In football accountancy terms, March 1st has been quite important for some time. Back in 2012 it was the day Blues were put into a transfer embargo due to not filing their accounts on time with the authorities, and it’s always been the date that clubs have had to show how and where they are going to get money for the next season.

However, the Financial Fair Play rules were changed for the 2016/17 season to the new “Profitability and Sustainability rules”. Part of the change is that clubs have to provide accounts for the current financial period (ie for this season), and these would be used as the final year of accounting for Financial Fair Play purposes.

I’ve got to admit, I missed this one myself.

I didn’t realise until I read this excellent summary online the other day that the EFL had shuffled the reporting period in such a way – and it has changed my mind about how I feel BCFC will deal with FFP from being concerned to being downright worried.

Without going into too much detail, Blues are allowed to have a maximum of an £5million “deviation from break even” and an £8million cash injection from their owners per season.

Accounts aren’t quite the same as an FFP result as various things like academy expenditure and women’s football aren’t taking into account with respect to FFP, but it will do to give us a ball park figure.

In my “Accounts Analysis” piece on December 10, I wrote how the 2016/7 accounts showed a huge increase in loss from £5million the season before to £16.4million.

In my “Loss Warning” piece from a week or so ago, I wrote about how BSH had warned of an “substantial increase in loss” for the first half of this season.

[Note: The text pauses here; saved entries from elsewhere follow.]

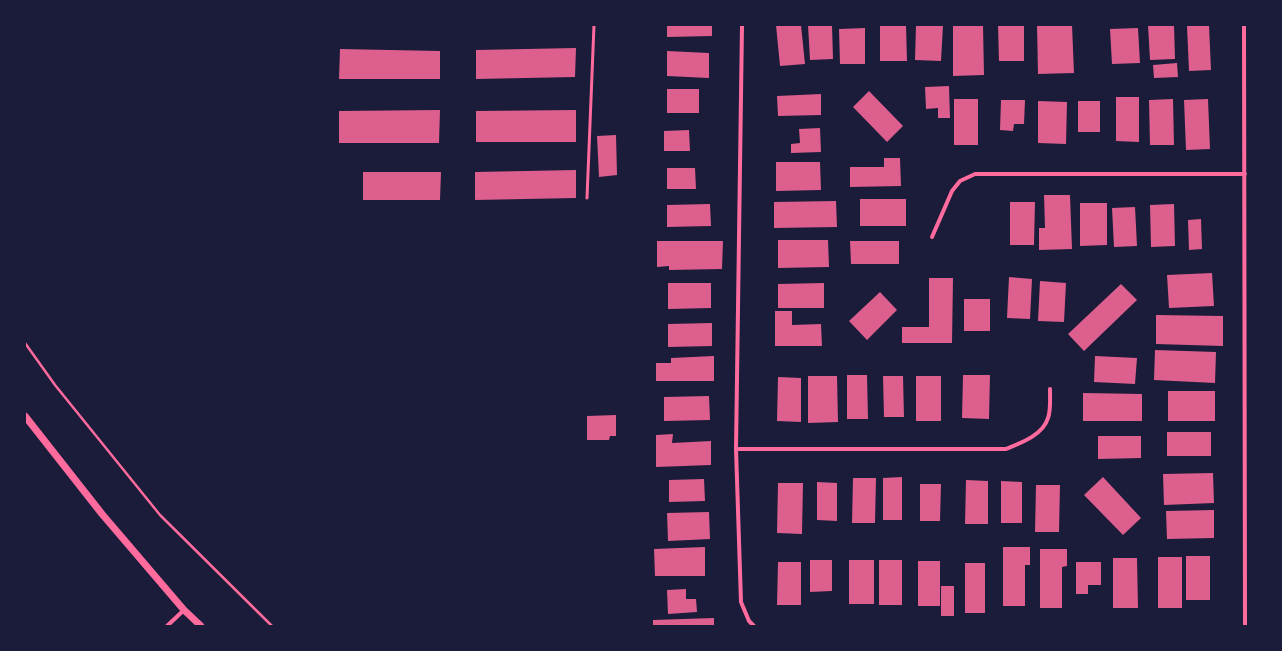 <!DOCTYPE html>
<style>
body{margin:0}
#map{position:relative;width:1282px;height:651px;overflow:hidden;background:#1b1b3a;font-family:"Exo 2",sans-serif}
canvas{display:block}
.frame{position:absolute;inset:0;border:26px solid #1b1b3a;pointer-events:none}
</style>
<div id="map">
<canvas width="1282" height="651"></canvas>
<div class="frame"></div>
</div>
<script>
const context = document.querySelector('canvas').getContext('2d');
context.lineJoin = 'round';
function fillPath(path, color) { context.fillStyle = color; context.fill(path, 'evenodd'); }
function trace(path, color, width, dash) { context.strokeStyle = color; context.lineWidth = width; context.lineCap = dash ? 'butt' : 'round'; context.setLineDash(dash || []); context.stroke(path); }
fillPath(new Path2D(`
 M667,25H712V36L667,37Z
 M776,25H801L805,64L780,66Z
 M808,25H832L833,59L810,60Z
 M880,25H906L907,61H880Z
 M916,25H943L941,61L915,60Z
 M953,25H983L984,75L953,76Z
 M998,25H1024V61H999Z
 M1037,25H1072L1074,73L1038,74Z
 M1148,25H1174L1175,59L1150,60Z
 M1209,25L1211,70L1189,71L1187,26Z
 M865,28V64H840L839,29Z
 M1138,28L1140,63L1112,64L1110,29Z
 M576,48L575,77L476,79V50Z
 M340,49L440,51V79H339Z
 M667,51L709,53V78L667,76Z
 M1177,63L1178,77L1154,78L1153,65Z
 M949,86L950,118H938V108L926,109L925,87Z
 M667,89H699V113H667Z
 M869,91L903,126L887,142L853,107Z
 M821,94V115L778,116L777,96Z
 M1116,97H1139V142L1116,141Z
 M954,99H978V145H954Z
 M1173,99L1174,145H1150L1149,100Z
 M1208,99L1210,149L1186,150L1184,100Z
 M1001,100H1025L1024,124H1014L1013,131L1000,130Z
 M1038,101L1067,102L1066,144L1038,143Z
 M1078,101H1100V132H1078Z
 M440,110L439,143H339V111Z
 M576,110V142H476V111Z
 M820,128L821,152L791,153V144L800,143L799,129Z
 M689,130L690,151H664V131Z
 M616,135L617,175L599,177L597,136Z
 M884,158H900L901,186L850,187V167H884Z
 M776,162H820L821,190L776,191Z
 M667,168H695L696,189H667Z
 M576,170V198L475,200V172Z
 M363,172H441L440,200H363Z
 M1044,195H1070L1072,249L1039,250V228H1045Z
 M860,199H906V226H860Z
 M836,201L837,227L774,228V202Z
 M1010,202H1035L1034,245H1010Z
 M1080,203H1107V245L1080,246Z
 M710,204L711,226L667,227V205Z
 M1174,204L1175,246L1151,247L1150,205Z
 M1135,207L1137,246L1114,247L1112,208Z
 M1201,219L1202,249L1189,250L1188,220Z
 M778,240H828L829,267L778,268Z
 M657,241H723L722,269L669,270V266L657,267Z
 M850,241H899V264H851Z
 M1212,273L1214,306L1169,308L1167,275Z
 M1009,277L1032,279L1030,319L1007,318Z
 M929,278H953L952,343H902V327H929Z
 M1040,281L1066,283L1064,322L1038,321Z
 M668,283H711V308L668,309Z
 M824,283V308H778V284Z
 M1121,284L1137,300L1084,351L1068,334Z
 M880,292L897,310L867,340L849,321Z
 M964,299H990V331H964Z
 M775,311H792V325L821,324L822,346H775Z
 M1156,315L1223,316V346L1156,344Z
 M712,323V346L668,347V324Z
 M1155,350L1216,352L1215,383L1154,380Z
 M714,356V381H656V363H671V358Z
 M1095,356L1137,358L1135,384L1094,382Z
 M847,375H867L868,419H847Z
 M963,375H990L989,419L962,418Z
 M808,376H837L838,422L808,423Z
 M883,376H903L904,417H884Z
 M916,376H941V421H916Z
 M778,377L801,378V422L777,421Z
 M1168,391H1215V421H1168Z
 M1083,393L1142,394V421H1083Z
 M709,396L710,420L664,421V397Z
 M616,415V436H610L609,440H587V416Z
 M1167,432H1211V456H1167Z
 M673,434L672,443L711,441V465L656,467V435Z
 M1098,436H1141V458L1098,459Z
 M1213,473L1214,503L1164,505L1163,474Z
 M902,477V520H883V478Z
 M1103,477L1141,518L1123,535L1084,495Z
 M853,478H876L875,523H852Z
 M704,479L705,501L669,502V480Z
 M966,480L988,481V524H965Z
 M1001,481L1022,482V523H1001Z
 M817,482L837,483V521L817,520Z
 M778,483H803L802,534L777,533Z
 M920,484H941L940,521H920Z
 M1036,485H1060L1059,532H1035Z
 M1214,510V538L1167,539L1166,511Z
 M709,512L710,539L668,541L667,513Z
 M705,547V576H655L654,549Z
 M1003,547H1030V565H1025V606H1003Z
 M1040,549H1067V566L1062,567V608H1040Z
 M1186,556H1210V600H1186Z
 M1158,557H1182V608H1158Z
 M1113,558H1137L1138,608H1113Z
 M810,560H832V591L810,592Z
 M849,560H874V604H849Z
 M879,560H902V605H879Z
 M918,561H940V606H918Z
 M778,562H801V605H777Z
 M1076,562H1101V585H1088V594H1076Z
 M965,563H985V613H965Z
 M941,586H954V616H941Z
 M686,589V599H696L697,612L668,614L667,590Z
 M714,618V626H653V620Z`), '#dd5f8e');
trace(new Path2D(`
 M25,343L55,385L160,515L272,626`), '#ff6b9d', 2.5);
trace(new Path2D(`
 M587,198L594,25`), '#ff6b9d', 3);
trace(new Path2D(`
 M742,25L736,449L741,602L749,621L754,626
 M1244,25L1245,626
 M932,237L952,191L960,181L975,174H1245
 M736,449H1006C1021,443 1043,435 1048,418C1051,410 1050,398 1050,389
 M167,626L184,610`), '#ff6b9d', 4);
trace(new Path2D(`
 M25,416L102,514L184,610L201,626`), '#ff6b9d', 7);
</script>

Taking that figure of a maximum £13mil loss allowed multiplied by three-year account period and you get a £39million loss.

If BCFC make the same loss as they did last year, then their total will be £37.8million over those three years. Throw in a “substantial increase in loss” for this year – and it’s not hard to imagine we’ll be close to or over the limit.

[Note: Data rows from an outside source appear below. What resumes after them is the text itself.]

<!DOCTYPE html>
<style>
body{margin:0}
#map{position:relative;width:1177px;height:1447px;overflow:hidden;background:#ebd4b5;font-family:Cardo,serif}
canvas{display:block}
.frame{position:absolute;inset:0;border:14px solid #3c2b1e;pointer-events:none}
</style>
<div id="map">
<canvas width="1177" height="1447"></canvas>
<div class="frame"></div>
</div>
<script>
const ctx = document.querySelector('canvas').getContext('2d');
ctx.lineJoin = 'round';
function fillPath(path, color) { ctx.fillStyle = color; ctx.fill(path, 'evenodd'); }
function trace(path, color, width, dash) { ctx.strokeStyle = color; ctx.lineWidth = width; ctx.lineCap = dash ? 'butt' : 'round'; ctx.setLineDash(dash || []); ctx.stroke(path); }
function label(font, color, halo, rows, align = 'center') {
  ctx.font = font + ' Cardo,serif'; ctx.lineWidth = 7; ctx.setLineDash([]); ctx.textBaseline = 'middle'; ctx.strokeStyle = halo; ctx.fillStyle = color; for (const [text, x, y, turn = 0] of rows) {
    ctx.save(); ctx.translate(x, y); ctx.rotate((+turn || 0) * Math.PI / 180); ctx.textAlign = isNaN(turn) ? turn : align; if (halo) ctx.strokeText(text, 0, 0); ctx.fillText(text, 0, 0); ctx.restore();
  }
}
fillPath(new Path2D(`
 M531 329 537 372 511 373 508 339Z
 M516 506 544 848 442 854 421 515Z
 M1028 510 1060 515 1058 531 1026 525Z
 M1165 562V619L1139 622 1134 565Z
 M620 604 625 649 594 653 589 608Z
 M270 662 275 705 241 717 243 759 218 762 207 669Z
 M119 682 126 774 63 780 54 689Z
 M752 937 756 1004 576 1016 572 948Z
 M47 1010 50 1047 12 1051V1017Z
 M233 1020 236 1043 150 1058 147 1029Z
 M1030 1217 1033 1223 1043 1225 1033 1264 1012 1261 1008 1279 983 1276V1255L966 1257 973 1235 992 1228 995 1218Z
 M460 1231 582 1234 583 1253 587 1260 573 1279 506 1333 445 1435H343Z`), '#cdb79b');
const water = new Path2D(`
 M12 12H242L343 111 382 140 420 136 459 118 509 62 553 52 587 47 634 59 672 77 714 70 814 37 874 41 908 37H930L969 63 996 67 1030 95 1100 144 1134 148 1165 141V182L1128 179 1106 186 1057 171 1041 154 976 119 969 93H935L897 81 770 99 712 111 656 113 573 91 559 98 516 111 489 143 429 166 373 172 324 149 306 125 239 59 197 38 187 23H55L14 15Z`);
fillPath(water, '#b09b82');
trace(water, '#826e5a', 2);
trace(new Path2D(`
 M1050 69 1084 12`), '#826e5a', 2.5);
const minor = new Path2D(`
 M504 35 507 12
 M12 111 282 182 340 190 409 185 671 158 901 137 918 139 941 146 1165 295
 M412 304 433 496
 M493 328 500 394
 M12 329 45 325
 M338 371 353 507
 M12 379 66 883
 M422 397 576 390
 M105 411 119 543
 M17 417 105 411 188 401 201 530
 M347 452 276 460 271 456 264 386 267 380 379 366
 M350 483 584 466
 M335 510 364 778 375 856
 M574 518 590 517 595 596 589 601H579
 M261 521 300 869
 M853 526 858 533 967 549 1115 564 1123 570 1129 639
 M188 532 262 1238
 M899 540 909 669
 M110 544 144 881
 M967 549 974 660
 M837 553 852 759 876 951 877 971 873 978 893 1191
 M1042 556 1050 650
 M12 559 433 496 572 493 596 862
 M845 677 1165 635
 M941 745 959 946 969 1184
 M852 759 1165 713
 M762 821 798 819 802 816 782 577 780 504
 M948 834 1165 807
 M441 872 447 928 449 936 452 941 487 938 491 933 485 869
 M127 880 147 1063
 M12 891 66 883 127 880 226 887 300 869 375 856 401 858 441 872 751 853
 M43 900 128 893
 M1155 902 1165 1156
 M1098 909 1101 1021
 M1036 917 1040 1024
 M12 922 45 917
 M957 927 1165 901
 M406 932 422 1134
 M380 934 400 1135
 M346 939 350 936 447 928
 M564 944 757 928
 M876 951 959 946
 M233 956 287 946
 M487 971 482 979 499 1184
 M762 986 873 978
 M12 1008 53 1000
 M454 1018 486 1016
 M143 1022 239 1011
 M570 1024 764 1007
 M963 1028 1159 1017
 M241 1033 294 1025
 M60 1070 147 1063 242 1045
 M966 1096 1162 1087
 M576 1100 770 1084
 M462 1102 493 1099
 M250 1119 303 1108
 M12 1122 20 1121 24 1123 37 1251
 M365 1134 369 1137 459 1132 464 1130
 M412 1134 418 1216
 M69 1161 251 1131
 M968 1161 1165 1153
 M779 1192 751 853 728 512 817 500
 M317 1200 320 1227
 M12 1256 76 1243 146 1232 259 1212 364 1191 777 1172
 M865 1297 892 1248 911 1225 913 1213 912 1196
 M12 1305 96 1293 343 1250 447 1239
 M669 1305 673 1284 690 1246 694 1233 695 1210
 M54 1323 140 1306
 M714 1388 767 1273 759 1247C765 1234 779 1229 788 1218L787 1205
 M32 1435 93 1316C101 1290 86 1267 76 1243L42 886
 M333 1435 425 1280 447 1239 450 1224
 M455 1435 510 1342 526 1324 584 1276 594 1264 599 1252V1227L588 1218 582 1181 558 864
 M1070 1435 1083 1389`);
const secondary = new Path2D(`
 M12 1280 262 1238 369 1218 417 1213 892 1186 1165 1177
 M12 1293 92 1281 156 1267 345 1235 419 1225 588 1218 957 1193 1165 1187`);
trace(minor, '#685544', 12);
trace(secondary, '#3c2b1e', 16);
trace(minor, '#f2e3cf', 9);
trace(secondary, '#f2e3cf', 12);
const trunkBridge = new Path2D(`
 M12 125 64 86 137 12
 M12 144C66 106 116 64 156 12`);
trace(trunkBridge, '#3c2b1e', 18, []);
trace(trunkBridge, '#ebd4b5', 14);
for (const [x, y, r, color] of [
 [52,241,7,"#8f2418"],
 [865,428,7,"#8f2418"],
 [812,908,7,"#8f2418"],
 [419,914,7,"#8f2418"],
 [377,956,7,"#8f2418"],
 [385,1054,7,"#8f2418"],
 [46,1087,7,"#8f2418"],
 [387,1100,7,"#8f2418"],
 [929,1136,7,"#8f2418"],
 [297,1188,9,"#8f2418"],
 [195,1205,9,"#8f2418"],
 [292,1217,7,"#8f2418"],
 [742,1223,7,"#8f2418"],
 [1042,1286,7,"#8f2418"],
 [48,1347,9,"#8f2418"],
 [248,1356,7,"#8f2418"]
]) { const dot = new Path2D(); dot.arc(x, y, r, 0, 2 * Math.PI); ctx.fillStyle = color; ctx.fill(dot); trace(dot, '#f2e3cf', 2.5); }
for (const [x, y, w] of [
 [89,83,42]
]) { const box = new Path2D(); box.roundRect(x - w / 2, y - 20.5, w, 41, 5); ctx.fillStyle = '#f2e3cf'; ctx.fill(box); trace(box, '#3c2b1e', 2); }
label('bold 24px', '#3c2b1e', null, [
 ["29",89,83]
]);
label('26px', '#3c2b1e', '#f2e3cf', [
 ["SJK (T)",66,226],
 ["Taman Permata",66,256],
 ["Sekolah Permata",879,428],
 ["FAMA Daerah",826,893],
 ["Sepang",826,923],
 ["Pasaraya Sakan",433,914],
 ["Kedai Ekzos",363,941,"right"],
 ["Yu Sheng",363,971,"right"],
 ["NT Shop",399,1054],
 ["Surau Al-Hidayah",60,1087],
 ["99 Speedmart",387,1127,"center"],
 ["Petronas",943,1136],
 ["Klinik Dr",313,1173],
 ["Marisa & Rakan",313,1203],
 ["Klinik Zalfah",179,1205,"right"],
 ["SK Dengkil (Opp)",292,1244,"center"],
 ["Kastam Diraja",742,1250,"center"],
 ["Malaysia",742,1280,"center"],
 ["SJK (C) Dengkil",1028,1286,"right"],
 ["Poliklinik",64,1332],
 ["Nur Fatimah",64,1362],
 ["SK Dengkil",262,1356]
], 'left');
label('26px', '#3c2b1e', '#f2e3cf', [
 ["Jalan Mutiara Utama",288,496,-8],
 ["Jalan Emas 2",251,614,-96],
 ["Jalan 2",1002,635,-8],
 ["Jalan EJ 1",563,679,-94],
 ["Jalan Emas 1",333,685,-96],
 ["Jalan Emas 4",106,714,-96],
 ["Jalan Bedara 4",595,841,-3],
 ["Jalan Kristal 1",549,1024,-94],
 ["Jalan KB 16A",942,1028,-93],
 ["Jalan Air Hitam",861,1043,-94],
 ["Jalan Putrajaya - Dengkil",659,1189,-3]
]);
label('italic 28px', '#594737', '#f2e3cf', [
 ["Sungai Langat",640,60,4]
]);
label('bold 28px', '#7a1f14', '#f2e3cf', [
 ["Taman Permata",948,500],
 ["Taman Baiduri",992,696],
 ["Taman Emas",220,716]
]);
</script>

This would credence to my idea that BCFC could have been warned by the EFL about their spending before the January window – which would have prevented them from laying out money on targets for the team.

It would also give credence to my feeling that Blues will still need to be careful with their spending in the summer and it will be another window where it will be more about who goes out than who comes in.

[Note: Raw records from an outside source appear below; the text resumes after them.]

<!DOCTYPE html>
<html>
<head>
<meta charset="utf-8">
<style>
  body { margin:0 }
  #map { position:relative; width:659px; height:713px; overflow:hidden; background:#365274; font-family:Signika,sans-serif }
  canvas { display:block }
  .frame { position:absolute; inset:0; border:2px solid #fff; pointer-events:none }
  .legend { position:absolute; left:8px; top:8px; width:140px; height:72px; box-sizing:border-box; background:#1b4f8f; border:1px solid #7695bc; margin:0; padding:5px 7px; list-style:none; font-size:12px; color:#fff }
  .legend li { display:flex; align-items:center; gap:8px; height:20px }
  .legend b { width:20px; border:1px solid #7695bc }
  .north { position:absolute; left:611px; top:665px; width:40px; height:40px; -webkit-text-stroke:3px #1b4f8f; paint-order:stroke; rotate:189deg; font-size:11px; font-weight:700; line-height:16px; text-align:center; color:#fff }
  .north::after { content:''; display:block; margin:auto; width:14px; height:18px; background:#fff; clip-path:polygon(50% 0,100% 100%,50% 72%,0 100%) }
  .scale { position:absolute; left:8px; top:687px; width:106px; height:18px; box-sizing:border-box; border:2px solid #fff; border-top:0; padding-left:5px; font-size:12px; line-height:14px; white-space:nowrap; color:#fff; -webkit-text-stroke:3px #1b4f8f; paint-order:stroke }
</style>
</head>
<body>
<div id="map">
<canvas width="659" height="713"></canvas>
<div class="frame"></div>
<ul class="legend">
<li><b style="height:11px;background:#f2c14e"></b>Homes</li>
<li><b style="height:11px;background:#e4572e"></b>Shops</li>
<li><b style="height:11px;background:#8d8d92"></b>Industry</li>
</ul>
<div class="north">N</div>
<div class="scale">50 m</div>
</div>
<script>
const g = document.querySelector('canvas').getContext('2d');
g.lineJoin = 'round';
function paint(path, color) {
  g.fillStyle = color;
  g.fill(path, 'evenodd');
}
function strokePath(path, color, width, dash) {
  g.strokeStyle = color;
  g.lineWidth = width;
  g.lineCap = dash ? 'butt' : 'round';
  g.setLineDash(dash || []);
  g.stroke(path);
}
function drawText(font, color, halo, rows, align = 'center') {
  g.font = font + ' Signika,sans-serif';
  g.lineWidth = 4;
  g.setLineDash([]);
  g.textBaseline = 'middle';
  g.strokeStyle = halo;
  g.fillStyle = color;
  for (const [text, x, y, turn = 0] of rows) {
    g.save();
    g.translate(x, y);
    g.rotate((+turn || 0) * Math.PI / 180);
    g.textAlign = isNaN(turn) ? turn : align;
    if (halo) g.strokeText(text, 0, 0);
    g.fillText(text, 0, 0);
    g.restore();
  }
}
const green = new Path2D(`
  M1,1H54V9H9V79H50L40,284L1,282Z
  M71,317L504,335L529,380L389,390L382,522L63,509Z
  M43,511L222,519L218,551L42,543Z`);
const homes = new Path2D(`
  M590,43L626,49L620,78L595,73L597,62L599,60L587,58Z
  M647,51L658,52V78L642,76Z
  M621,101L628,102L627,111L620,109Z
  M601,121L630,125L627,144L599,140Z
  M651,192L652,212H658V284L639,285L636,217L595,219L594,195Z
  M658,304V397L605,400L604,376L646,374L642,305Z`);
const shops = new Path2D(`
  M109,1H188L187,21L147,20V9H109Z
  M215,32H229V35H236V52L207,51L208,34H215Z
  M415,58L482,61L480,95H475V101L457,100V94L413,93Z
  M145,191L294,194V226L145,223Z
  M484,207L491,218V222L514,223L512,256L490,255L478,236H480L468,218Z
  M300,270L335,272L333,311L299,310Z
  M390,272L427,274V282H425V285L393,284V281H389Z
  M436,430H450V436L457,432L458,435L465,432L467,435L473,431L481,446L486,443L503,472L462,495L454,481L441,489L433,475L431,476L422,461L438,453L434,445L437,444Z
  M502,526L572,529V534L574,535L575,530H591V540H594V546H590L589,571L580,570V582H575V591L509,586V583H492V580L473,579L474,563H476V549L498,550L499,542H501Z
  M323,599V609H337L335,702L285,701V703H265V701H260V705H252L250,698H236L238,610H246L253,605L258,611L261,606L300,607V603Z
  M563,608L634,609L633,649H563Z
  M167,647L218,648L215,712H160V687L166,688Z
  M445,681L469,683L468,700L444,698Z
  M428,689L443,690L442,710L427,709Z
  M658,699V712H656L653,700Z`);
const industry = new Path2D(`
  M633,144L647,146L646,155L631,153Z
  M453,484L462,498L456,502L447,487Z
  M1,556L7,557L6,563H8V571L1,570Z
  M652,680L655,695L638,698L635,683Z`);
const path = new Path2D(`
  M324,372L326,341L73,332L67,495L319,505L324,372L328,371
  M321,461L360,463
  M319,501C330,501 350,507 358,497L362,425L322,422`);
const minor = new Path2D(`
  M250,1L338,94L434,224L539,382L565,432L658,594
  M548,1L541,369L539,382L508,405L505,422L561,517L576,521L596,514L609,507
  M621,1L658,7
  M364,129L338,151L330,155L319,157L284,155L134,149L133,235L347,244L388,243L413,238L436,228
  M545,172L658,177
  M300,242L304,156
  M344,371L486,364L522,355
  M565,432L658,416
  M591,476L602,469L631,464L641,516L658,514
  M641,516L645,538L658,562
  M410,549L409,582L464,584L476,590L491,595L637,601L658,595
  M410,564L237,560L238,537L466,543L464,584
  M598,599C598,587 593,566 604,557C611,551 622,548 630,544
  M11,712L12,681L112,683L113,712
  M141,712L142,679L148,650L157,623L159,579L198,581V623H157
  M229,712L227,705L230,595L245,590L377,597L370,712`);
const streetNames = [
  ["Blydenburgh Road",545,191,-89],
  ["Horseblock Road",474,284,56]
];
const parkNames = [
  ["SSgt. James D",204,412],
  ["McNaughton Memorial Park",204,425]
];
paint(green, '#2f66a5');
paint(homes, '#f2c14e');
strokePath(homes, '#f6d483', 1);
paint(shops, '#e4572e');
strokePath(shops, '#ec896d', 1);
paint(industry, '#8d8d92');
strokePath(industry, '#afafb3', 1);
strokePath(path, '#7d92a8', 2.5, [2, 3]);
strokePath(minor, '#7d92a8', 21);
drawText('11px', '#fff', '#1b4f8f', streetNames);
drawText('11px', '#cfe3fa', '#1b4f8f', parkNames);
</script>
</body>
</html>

Now it might be that BCFC got enough wiggle room from losing David Cotterill, Emilio Nsue, Stephen Gleeson along with youngsters David Popa and Dan Cleary from the wage bill plus loaning out Ronan Hale and Nicolai Brock-Madsen – but I’m a pessimist where this is concerned and I’m not sure that will be the case.

The EFL have a range of penalties available to them to punish teams which break FFP rules – a transfer embargo being only one of them. There are some that are harsher but I think I’ve been enough of a doom-monger in this article without scaring people further.

The actual interim accounts for BSH at least will be out on Feb 28. That will give us an idea of where the whole BSH group are at – and maybe an idea of how bad the BCFC accounts will be.